- _Problem description_:
The answer must consist of every line in the records below that contains the string "cover".
----- Material for this task
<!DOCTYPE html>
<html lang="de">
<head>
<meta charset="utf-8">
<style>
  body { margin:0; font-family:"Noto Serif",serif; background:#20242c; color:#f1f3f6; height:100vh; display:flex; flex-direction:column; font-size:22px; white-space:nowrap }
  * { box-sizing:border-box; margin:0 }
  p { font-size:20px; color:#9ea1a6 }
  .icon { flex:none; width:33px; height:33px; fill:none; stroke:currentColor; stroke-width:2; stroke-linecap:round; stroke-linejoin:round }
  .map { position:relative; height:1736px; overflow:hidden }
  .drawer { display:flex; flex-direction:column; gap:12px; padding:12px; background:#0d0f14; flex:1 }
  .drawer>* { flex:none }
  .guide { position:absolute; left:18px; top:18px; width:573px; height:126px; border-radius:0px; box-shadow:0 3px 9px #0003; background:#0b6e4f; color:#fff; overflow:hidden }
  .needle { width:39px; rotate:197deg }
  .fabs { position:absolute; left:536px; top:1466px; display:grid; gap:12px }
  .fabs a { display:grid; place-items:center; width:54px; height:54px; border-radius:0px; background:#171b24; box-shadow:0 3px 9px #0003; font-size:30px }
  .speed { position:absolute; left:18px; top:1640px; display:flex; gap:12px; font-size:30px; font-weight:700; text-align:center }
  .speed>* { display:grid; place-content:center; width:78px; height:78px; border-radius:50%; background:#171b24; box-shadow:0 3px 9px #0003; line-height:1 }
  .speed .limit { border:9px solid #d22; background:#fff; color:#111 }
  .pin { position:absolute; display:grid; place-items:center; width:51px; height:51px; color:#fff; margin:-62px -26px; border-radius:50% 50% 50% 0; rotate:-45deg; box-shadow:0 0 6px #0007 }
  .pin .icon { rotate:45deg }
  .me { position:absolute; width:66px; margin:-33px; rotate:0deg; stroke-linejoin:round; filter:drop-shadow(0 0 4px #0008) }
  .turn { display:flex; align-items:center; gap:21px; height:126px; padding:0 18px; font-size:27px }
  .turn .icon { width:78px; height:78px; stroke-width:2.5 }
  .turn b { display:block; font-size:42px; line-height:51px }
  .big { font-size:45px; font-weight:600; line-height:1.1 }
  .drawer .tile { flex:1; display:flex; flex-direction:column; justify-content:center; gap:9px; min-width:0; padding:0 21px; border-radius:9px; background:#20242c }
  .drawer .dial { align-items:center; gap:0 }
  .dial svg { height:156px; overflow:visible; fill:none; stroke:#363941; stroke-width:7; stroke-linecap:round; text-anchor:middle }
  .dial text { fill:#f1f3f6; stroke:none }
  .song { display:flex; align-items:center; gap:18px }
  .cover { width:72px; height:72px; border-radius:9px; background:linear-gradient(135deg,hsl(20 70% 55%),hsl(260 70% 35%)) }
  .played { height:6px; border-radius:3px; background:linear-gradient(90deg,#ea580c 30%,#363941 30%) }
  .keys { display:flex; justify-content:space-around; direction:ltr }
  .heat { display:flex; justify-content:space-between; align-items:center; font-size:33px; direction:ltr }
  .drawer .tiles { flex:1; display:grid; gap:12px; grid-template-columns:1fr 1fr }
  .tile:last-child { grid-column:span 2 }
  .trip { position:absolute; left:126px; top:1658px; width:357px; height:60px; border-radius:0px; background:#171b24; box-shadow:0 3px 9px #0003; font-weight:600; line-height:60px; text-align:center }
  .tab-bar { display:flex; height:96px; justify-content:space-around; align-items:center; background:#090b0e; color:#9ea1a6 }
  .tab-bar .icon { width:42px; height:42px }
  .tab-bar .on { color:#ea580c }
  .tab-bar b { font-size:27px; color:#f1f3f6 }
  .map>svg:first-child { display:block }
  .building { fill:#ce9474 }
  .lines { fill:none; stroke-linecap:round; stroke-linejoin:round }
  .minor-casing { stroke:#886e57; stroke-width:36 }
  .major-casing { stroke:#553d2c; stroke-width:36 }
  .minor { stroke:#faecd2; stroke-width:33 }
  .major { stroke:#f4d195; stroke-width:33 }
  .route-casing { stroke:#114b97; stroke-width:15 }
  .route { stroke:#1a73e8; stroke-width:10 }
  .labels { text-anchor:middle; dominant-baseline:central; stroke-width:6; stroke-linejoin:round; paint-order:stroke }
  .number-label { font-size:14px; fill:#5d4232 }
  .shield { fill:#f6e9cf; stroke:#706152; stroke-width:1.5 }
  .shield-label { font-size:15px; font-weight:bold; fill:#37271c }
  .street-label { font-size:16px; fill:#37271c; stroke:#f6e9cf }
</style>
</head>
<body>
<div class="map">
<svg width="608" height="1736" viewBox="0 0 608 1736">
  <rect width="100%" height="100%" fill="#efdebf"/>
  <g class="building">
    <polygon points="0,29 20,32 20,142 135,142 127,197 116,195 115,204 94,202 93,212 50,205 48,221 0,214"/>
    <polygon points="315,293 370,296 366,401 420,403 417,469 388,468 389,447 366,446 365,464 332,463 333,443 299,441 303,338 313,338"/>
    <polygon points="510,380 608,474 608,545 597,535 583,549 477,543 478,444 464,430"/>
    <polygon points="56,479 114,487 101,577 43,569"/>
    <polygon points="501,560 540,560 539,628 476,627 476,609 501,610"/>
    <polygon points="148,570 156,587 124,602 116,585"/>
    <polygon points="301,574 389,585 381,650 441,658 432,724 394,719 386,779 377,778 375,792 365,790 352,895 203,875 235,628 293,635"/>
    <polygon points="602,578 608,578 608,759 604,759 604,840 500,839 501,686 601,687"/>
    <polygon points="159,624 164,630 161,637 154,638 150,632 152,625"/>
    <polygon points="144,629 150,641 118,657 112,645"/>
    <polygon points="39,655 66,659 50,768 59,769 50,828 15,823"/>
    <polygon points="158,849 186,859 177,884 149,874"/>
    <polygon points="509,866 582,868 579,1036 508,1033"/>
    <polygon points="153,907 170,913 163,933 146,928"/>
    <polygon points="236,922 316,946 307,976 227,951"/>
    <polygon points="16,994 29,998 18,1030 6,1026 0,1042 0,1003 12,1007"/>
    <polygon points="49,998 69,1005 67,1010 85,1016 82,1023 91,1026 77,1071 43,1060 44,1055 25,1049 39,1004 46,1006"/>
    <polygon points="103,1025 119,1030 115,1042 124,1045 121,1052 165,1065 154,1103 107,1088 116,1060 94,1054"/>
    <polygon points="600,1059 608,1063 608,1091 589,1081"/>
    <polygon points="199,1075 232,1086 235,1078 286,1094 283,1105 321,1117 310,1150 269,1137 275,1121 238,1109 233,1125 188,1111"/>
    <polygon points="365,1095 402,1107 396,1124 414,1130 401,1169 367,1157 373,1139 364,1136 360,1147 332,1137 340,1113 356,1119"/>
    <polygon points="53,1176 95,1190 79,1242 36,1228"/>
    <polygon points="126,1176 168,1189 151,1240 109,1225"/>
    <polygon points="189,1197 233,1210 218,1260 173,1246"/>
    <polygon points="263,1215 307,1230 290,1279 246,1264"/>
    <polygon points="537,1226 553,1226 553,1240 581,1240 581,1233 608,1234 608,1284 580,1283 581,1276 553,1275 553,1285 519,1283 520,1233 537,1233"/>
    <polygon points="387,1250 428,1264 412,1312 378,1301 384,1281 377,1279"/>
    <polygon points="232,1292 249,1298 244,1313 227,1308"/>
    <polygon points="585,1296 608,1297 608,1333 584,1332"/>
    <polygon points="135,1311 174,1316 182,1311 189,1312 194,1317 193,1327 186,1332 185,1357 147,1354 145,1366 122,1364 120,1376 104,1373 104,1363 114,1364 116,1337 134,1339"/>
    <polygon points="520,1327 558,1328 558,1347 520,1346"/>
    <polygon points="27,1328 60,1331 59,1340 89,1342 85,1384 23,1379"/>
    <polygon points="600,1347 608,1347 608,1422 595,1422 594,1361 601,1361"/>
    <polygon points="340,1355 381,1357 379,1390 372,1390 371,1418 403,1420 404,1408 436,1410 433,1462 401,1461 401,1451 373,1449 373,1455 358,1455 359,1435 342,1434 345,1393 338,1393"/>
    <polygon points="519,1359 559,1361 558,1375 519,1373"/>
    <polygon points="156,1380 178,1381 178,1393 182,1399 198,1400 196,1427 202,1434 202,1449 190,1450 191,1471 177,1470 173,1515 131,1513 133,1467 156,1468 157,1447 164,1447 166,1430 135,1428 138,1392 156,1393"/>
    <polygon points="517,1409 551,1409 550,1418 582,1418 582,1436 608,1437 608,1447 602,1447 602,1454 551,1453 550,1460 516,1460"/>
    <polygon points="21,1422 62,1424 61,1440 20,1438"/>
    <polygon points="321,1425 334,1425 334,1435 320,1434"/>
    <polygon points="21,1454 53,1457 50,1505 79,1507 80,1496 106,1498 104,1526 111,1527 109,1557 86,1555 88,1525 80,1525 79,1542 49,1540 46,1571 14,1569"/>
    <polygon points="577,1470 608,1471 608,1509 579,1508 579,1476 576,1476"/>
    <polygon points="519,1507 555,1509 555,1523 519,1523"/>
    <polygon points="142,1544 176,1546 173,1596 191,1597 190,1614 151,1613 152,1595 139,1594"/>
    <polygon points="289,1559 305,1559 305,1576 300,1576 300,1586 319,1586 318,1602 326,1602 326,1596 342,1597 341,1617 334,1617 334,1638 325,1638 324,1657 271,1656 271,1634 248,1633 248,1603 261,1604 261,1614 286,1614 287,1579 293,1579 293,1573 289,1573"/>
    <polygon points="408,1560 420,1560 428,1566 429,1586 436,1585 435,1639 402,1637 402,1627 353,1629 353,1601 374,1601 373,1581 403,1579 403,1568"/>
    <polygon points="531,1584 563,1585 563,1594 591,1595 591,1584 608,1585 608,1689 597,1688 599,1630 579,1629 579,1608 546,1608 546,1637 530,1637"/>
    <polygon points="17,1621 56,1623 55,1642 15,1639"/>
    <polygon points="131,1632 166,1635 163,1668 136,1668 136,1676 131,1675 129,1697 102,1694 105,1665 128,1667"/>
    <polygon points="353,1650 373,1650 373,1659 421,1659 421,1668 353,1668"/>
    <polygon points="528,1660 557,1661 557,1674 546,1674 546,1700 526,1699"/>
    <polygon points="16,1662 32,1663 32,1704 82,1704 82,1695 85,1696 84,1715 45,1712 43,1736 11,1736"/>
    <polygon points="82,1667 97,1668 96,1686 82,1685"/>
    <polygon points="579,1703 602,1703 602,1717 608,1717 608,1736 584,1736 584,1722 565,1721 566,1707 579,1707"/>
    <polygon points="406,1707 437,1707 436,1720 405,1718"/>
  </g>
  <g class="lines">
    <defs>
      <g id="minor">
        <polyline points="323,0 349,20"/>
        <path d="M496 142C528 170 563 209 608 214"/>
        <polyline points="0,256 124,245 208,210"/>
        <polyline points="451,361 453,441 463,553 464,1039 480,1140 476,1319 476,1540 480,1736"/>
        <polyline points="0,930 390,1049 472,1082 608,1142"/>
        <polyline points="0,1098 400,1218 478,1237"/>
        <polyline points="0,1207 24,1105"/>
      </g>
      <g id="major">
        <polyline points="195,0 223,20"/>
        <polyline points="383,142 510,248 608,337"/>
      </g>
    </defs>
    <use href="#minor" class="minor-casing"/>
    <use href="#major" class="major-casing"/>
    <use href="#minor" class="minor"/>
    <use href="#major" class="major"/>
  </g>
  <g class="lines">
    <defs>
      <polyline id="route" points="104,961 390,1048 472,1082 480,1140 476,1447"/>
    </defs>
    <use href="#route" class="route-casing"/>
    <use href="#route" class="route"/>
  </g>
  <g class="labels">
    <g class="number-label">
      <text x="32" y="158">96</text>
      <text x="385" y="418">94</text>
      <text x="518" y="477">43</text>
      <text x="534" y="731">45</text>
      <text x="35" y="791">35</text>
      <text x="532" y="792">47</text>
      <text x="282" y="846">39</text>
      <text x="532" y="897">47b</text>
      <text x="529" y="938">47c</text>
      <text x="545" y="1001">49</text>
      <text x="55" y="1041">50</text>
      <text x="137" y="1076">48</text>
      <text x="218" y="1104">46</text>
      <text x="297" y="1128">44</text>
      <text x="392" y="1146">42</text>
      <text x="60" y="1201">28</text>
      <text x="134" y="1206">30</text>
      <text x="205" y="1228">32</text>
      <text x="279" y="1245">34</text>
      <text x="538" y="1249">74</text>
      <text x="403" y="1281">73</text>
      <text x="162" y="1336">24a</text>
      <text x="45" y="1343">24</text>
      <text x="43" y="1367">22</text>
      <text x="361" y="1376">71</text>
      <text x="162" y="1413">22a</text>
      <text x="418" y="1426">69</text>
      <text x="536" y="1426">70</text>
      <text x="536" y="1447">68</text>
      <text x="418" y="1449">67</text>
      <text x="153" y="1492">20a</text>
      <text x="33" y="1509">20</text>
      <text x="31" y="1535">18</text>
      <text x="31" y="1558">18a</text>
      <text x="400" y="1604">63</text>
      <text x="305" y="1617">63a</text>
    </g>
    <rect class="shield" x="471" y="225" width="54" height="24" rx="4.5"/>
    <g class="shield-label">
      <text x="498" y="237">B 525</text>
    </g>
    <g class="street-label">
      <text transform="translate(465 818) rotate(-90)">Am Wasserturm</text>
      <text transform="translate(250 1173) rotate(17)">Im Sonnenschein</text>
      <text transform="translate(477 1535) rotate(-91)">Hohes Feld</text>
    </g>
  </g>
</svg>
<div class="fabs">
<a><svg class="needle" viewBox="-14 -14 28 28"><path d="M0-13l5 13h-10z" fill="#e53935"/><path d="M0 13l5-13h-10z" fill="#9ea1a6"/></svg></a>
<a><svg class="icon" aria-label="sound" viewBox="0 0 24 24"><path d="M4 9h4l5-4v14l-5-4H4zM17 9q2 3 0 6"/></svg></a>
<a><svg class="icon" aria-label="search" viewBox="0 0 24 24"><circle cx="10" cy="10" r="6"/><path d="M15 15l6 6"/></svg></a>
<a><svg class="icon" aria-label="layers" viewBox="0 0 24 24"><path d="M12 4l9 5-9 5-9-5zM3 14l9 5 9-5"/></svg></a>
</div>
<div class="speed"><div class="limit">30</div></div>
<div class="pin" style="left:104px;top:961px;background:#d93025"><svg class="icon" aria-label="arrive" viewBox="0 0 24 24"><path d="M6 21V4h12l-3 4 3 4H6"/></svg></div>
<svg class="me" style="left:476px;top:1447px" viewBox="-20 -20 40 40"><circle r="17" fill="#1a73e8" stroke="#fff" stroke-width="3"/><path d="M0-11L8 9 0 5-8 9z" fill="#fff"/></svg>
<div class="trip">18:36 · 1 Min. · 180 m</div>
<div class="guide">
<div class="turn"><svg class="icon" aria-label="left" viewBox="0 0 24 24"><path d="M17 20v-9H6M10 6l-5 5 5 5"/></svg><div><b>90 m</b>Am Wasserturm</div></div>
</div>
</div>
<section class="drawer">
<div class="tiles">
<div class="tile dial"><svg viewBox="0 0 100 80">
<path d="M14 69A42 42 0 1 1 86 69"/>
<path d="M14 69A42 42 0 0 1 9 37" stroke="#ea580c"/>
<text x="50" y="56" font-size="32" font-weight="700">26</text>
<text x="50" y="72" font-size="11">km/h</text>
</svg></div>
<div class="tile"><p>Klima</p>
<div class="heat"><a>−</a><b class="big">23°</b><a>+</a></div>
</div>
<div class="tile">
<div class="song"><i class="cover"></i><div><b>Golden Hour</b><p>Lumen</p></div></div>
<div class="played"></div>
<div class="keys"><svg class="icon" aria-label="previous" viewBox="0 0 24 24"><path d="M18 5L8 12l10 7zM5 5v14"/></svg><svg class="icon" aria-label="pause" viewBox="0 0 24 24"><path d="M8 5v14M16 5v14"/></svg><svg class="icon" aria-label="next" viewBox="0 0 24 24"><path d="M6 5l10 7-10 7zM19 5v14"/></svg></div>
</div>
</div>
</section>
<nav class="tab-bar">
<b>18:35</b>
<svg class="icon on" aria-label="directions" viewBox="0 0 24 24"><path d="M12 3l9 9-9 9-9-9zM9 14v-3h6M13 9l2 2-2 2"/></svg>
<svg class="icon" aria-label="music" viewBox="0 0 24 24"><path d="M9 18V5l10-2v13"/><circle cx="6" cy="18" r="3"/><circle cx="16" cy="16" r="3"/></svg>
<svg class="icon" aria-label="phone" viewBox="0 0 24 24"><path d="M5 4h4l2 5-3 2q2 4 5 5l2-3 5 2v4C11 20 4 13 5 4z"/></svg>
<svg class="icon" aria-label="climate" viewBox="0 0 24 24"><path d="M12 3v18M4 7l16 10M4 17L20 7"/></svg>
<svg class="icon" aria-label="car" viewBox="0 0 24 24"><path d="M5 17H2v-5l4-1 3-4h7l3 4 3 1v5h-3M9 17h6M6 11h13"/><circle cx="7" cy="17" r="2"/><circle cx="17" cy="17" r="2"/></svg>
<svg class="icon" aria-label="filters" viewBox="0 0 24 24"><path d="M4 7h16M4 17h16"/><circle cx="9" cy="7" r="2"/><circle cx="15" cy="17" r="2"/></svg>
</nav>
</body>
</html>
----------
- _Result of this task_:
  .cover { width:72px; height:72px; border-radius:9px; background:linear-gradient(135deg,hsl(20 70% 55%),hsl(260 70% 35%)) }
<div class="song"><i class="cover"></i><div><b>Golden Hour</b><p>Lumen</p></div></div>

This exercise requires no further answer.